À quelques heures de l’arrivée du président français à Kinshasa, les esprits s’échauffent et la capitale congolaise est en ébullition pour passer le message du désaveu national face à la France accusée de soutenir le Rwanda dans la guerre criminelle du M23. Mouvements citoyens, partis politiques et organisations de la société civile se grouillent pour arborer des messages vifs à l’égard du chef de l’État français.

“Macron égale M23”, peut-on lire en grand caractère sur le mur de l’ambassade de France à Kinshasa. Des militants pro-démocratie ont usé de leur liberté pour marquer leur condamnation farouche de l’attitude de la République française face aux crimes de guerre, crimes contre l’humanité et crimes de génocide commis en République démocratique du Congo. Des annonces audios et vidéos se multiplient, des messages ainsi que des contacts de bouche à oreille s’intensifient. La visite macroniènne est placée sous le signe d’un refus global de la guerre, de l’insécurité et de la souffrance.
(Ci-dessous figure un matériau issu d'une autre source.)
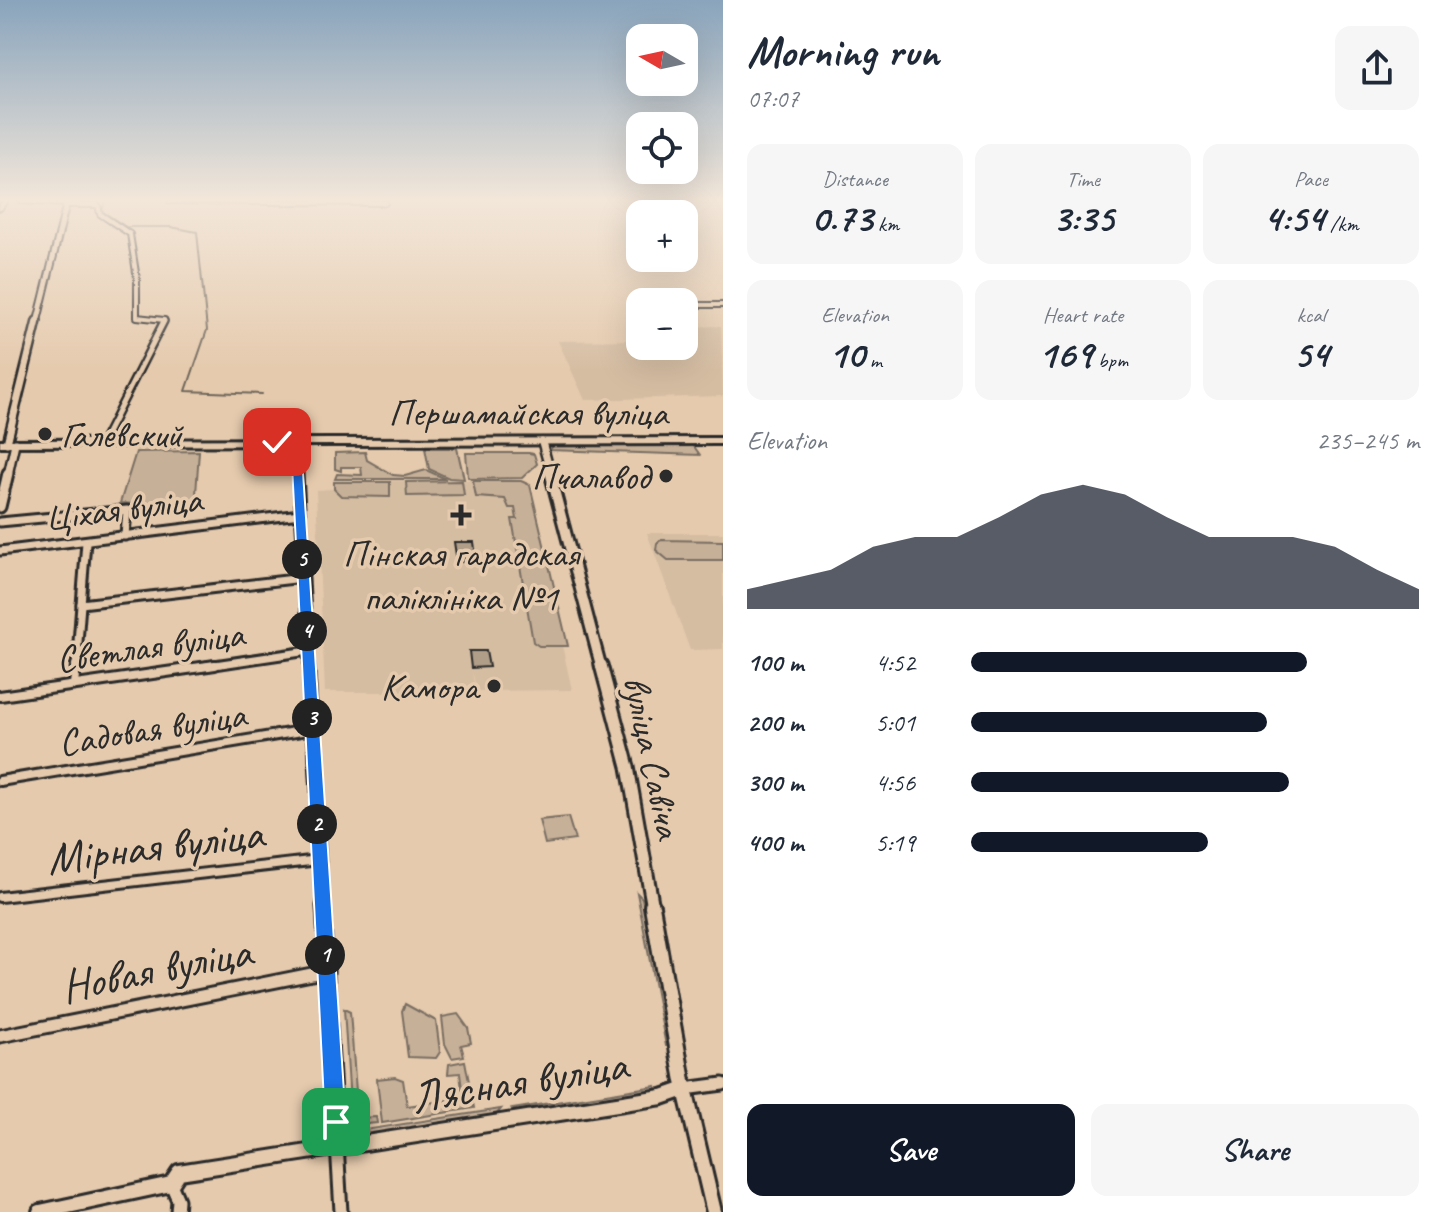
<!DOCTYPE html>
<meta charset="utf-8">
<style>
:root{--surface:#fff;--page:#f6f6f7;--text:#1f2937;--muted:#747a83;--accent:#111827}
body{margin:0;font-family:Caveat,sans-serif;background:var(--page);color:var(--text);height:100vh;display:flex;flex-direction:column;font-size:30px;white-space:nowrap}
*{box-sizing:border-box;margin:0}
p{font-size:26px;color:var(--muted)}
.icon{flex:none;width:44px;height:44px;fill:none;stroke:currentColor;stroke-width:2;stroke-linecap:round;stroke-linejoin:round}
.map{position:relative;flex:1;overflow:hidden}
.side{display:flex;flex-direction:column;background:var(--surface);width:720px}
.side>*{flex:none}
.needle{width:52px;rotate:279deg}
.tools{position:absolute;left:626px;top:24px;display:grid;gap:16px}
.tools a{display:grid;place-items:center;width:72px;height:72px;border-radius:16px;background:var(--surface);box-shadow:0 8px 32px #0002;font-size:40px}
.pin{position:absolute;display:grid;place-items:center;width:68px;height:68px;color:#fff;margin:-34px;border-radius:16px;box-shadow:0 4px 12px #0006}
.km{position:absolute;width:40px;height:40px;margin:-20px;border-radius:50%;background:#222;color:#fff;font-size:22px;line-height:40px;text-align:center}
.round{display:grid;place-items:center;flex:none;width:84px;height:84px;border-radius:16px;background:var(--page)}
.headline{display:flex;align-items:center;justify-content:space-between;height:136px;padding:0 24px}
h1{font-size:44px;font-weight:700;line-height:60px}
.metrics{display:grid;grid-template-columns:repeat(3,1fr);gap:12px;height:136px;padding:8px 24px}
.metrics div{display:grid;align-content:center;border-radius:16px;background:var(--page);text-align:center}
.metrics b{font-size:40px;font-weight:700}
.metrics small{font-size:22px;font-weight:400}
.metrics p{font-size:22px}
.chart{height:224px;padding:16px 24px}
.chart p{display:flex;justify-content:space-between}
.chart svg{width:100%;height:144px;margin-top:8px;fill:var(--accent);opacity:.7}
.cta{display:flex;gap:16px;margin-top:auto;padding:16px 24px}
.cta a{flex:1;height:92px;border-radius:16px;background:var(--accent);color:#fff;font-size:32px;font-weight:700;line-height:92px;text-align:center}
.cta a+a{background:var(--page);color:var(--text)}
ul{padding:0 24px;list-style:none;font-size:26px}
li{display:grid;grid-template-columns:128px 96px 1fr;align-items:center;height:60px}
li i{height:20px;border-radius:10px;background:var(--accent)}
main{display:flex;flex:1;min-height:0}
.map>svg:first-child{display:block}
.built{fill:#d5bda2}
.green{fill:#c7b098;stroke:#796e62;stroke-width:2}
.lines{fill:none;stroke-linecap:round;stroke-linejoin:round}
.stream{stroke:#6e655a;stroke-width:2}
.building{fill:#b19e89;stroke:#2b2b2b;stroke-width:2}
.minor-far4-casing{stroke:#2b2b2b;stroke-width:8}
.minor-far3-casing{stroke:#2b2b2b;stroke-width:10}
.minor-far2-casing{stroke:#2b2b2b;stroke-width:13}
.minor-far1-casing{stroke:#2b2b2b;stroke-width:14}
.minor-casing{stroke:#2b2b2b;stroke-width:17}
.tertiary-far4-casing{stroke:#2b2b2b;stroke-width:9}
.tertiary-far3-casing{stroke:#2b2b2b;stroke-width:12}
.tertiary-far2-casing{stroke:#2b2b2b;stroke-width:15}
.tertiary-far1-casing{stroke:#2b2b2b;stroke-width:17}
.tertiary-casing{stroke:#2b2b2b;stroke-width:20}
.primary-casing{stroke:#2b2b2b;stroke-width:6}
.minor-far4{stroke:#e5caad;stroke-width:4}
.minor-far3{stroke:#e5caad;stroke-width:5}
.minor-far2{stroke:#e5caad;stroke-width:7}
.minor-far1{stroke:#e5caad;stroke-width:8}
.minor{stroke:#e5caad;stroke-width:11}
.tertiary-far4{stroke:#e5caad;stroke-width:5}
.tertiary-far3{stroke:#e5caad;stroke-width:7}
.tertiary-far2{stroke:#e5caad;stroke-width:9}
.tertiary-far1{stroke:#e5caad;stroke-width:11}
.tertiary{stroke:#e5caad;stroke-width:14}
.primary{fill:#e5caad;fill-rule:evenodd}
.route{fill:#1a73e8;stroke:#fff;stroke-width:2}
.poi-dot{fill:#2b2b2b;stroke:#e5caad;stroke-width:3}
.labels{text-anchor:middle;stroke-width:7;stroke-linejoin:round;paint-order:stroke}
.street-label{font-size:38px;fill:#2b2b2b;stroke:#e5caad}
.poi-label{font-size:38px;fill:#2b2b2b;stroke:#e5caad;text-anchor:end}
.near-street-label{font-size:46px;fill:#2b2b2b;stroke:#e5caad}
</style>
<main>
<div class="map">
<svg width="723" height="1212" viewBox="0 0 723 1212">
<rect width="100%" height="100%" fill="#e5caad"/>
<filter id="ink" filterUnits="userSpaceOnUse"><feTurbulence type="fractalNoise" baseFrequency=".0125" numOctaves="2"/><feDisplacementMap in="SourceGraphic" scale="16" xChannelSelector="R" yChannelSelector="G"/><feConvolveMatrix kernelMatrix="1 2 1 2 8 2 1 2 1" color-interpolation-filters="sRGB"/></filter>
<g filter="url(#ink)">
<!-- built -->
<g class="built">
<polygon points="721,326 723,396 585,400 558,341 640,340 640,346 684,346 684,327"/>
<polygon points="521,480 525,481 572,690 477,691 472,671 475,690 468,692 325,692 316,490 333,489 333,481"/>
<polygon points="647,533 723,533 723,649 690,650"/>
</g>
<!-- green -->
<g class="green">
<polygon points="693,445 700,455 550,450 553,446"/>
<polygon points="425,448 457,448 464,479 449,478 429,469"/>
<polygon points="199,451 195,508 120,503 136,452"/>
<polygon points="365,452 367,460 393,475 405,476 426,470 446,479 335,479 337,474 362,475 361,467 341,467 341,471 335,469 335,453"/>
<polygon points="466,453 529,453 534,454 537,464 522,478 471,479 468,477"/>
<polygon points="462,481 464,495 407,496 406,482"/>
<polygon points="473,481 521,481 530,485 568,646 539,646 533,642 512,519 517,519 515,508 509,508 505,499 476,497"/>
<polygon points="334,482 390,482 390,497 341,496 334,489"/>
<polygon points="661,540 723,541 723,560 668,560 656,550 657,543"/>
<polygon points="568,817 575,840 545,844 539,820"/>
<polygon points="637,893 642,898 670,1046 666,1046"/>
<polygon points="405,1004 436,1021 440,1052 436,1058 408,1057 402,1011"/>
<polygon points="344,1009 350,1012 358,1118 376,1117 377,1123 355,1125 351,1119"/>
<polygon points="458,1014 468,1028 471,1043 461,1045 464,1056 452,1058 445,1044 442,1017"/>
<polygon points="465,1061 474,1108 382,1123 377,1079 395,1077 403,1080 407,1106 463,1098 460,1073 448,1074 449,1064"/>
<polygon points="656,1086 657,1090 520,1112 513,1109"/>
<polygon points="501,1109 496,1115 359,1137 358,1131"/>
</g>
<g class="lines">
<!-- stream -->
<polyline class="stream" points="105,202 102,211 126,227 171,227 197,232 207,330 186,391 262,394"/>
</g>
<!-- building -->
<g class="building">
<polygon points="454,542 474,542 476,556 465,556 465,562 457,562"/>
<polygon points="469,651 486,651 489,667 471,668"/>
</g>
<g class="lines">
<!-- minor-far4 casing -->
<g class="minor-far4-casing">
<g id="minor-far4">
<polyline points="21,201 66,204"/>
<polyline points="170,201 385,203"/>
<polyline points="66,205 98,205 100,214 130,234 137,279 137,317 164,320 163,323"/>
<polyline points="0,208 5,201"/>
<polyline points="701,305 723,305"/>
</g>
</g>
<!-- minor-far3 casing -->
<g class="minor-far3-casing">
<g id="minor-far3">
<polyline points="296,442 298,475"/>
<polyline points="102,443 164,321"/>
</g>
</g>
<!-- minor-far2 casing -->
<g class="minor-far2-casing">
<g id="minor-far2">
<polyline points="298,473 309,667"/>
<polyline points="0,522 127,510 125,536"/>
<polyline points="0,551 300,514"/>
<polyline points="81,604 303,578"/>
<polyline points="76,667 86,542"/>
<polyline points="201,667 308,651"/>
</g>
</g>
<!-- minor-far1 casing -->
<g class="minor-far1-casing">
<g id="minor-far1">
<polyline points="309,665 323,908"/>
<polyline points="74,685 76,665"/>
<polyline points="0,696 215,665"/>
<polyline points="0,781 313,729"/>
<polyline points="0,897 319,860"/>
</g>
</g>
<!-- minor casing -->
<g class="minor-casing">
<g id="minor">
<polyline points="323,906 341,1212"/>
<polyline points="0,1036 327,971"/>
<polyline points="685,1089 723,1084"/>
<polyline points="171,1184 178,1200 177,1212"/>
</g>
</g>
<!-- tertiary-far4 casing -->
<g class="tertiary-far4-casing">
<polyline id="tertiary-far4" points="37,323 67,201"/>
</g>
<!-- tertiary-far3 casing -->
<g class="tertiary-far3-casing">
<g id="tertiary-far3">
<polyline points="542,442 551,475"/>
<polyline points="7,443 37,321"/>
<polyline points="8,475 15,443"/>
</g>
</g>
<!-- tertiary-far2 casing -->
<g class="tertiary-far2-casing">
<g id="tertiary-far2">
<polyline points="550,473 601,667"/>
<polyline points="0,507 8,473"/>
</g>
</g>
<!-- tertiary-far1 casing -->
<g class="tertiary-far1-casing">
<polyline id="tertiary-far1" points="601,665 628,767 653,908"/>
</g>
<!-- tertiary casing -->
<g class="tertiary-casing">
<g id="tertiary">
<polyline points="652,906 683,1081 714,1212"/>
<polyline points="40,1212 171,1184 179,1172 662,1097 685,1089"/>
</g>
</g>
<!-- primary casing -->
<g class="primary-casing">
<polygon id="primary" points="723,438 723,444 0,446 0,440"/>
</g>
<!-- minor-far4 -->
<use href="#minor-far4" class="minor-far4"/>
<!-- minor-far3 -->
<use href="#minor-far3" class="minor-far3"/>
<!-- minor-far2 -->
<use href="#minor-far2" class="minor-far2"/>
<!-- minor-far1 -->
<use href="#minor-far1" class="minor-far1"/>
<!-- minor -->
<use href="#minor" class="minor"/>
<!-- tertiary-far4 -->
<use href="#tertiary-far4" class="tertiary-far4"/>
<!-- tertiary-far3 -->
<use href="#tertiary-far3" class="tertiary-far3"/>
<!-- tertiary-far2 -->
<use href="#tertiary-far2" class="tertiary-far2"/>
<!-- tertiary-far1 -->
<use href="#tertiary-far1" class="tertiary-far1"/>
<!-- tertiary -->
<use href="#tertiary" class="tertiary"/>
<!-- primary -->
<use href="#primary" class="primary"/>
</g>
</g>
<!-- sky -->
<linearGradient id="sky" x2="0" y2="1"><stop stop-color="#89a4bc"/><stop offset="0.54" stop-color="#f3e7da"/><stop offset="1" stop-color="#f3e7da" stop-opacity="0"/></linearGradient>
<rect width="723" height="371" fill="url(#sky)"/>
<!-- route -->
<polygon class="route" points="277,439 296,439 301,442 346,1122 343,1129 336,1132 328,1129 325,1122 291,445 273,445 273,440"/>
<!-- markers -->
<g class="poi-dot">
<circle cx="45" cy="434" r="8"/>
<circle cx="666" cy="476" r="8"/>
<path d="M457 503h8v8h8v8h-8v8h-8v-8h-8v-8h8z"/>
<circle cx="494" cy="686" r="8"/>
</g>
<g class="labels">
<!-- street labels -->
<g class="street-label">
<text x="528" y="425">Першамайская вуліца</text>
<text transform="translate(123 508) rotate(-7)" y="13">Ціхая вуліца</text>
<text transform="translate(150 646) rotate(-8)" y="13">Светлая вуліца</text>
<text transform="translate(152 728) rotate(-9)" y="13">Садовая вуліца</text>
<text transform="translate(653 757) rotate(78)" y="13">вуліца Савіча</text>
</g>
<!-- poi labels -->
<g class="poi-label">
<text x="61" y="447" text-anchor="start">Галевский</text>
<text x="650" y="489">Пчалавод</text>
<text x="461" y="566" text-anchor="middle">Пінская гарадская<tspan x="461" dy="44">паліклініка №1</tspan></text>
<text x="478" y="699">Камора</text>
</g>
<!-- near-street labels -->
<g class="near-street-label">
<text transform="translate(155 845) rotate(-7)" y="16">Мірная вуліца</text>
<text transform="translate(156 968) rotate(-11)" y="16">Новая вуліца</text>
<text transform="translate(519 1080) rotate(-9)" y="16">Лясная вуліца</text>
</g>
</g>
</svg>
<div class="tools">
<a><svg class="needle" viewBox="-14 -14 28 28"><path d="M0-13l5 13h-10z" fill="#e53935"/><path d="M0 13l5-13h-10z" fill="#747a83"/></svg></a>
<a><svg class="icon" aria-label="locate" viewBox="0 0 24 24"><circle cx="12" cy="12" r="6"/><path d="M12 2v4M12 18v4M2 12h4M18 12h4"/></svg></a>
<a>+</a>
<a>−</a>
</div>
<div class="pin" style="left:336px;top:1122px;background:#1e9e55"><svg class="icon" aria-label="arrive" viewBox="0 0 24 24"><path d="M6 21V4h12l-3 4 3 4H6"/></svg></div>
<div class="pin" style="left:277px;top:442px;background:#d93025"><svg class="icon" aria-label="check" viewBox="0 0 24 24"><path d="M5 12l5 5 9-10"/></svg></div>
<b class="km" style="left:325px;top:955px">1</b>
<b class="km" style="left:317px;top:824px">2</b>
<b class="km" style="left:312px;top:718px">3</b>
<b class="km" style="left:307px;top:631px">4</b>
<b class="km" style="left:302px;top:559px">5</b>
</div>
<section class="side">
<div class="headline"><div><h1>Morning run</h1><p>07:07</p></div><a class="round"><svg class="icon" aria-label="share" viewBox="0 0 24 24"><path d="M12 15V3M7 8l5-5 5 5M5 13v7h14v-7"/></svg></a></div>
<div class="metrics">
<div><p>Distance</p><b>0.73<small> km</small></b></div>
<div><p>Time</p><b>3:35</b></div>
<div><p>Pace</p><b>4:54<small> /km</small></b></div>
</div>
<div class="metrics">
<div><p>Elevation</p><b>10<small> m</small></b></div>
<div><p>Heart rate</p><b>169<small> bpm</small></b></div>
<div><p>kcal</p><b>54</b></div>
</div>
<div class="chart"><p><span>Elevation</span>235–245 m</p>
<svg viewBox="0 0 160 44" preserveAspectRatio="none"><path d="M0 44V38L10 35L20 32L30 25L40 22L50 22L60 16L70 9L80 6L90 9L100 16L110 22L120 22L130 22L140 25L150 32L160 38V44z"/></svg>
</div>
<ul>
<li><b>100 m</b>4:52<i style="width:75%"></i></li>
<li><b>200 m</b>5:01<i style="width:66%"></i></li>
<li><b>300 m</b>4:56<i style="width:71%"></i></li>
<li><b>400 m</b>5:19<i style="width:53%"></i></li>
</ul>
<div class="cta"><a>Save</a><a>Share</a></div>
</section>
</main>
Colère dans les rues de Kinshasa

Un conducteur révolté par la situation de guerre persistante dans l’est de la RDC pique une vive colère et demande aux habitants des quartiers surnommés “la Chine populaire” (Tshangu) de se mobiliser le long de l’artère principale de la route de l’aéroport afin d’exprimer leur ras-le-bol à Emmanuel Macron. Pour lui, l’arrivée du président français n’augure rien de victoire diplomatique, mais plutôt d’une tournée longtemps planifiée du président français pour les intérêts de son pays. “Car si nous demandons aujourd’hui à la France de nous vendre des armes de dernière génération telles que des canons Caesars qu’ils viennent de livrer aux Ukrainiens, vont-ils nous le permettre, non. Le président Fatshi leur a demandé des armes, la France et la Belgique ont rejeté notre demande”, a-t-il commenté dans une vidéo en circulation sur les réseaux sociaux. “Ils n’ont pas besoin de nous, mais de nos richesses”, a-t-il poursuivi, indiquant que lui-même, Macron reconnaît que l’Afrique est un terrain de grande compétition des puissances. “Nous devons nous révolter”, a-t-il invité. Nicole Kavira du mouvement des indignés qui était en sit-in devant l’ambassade de France à Kinshasa tranche sur Twitter que “Macron égale Kagame”, désignant les deux chefs d’État comme les auteurs du génocide des Congolais. Le sit-in organisé le mercredi 1er mars devant l’ambassade de France à Kinshasa par la Dynamique des mouvements citoyens et les indignés de la République démocratique du Congo était un message clair des Congolais adressé à Paris.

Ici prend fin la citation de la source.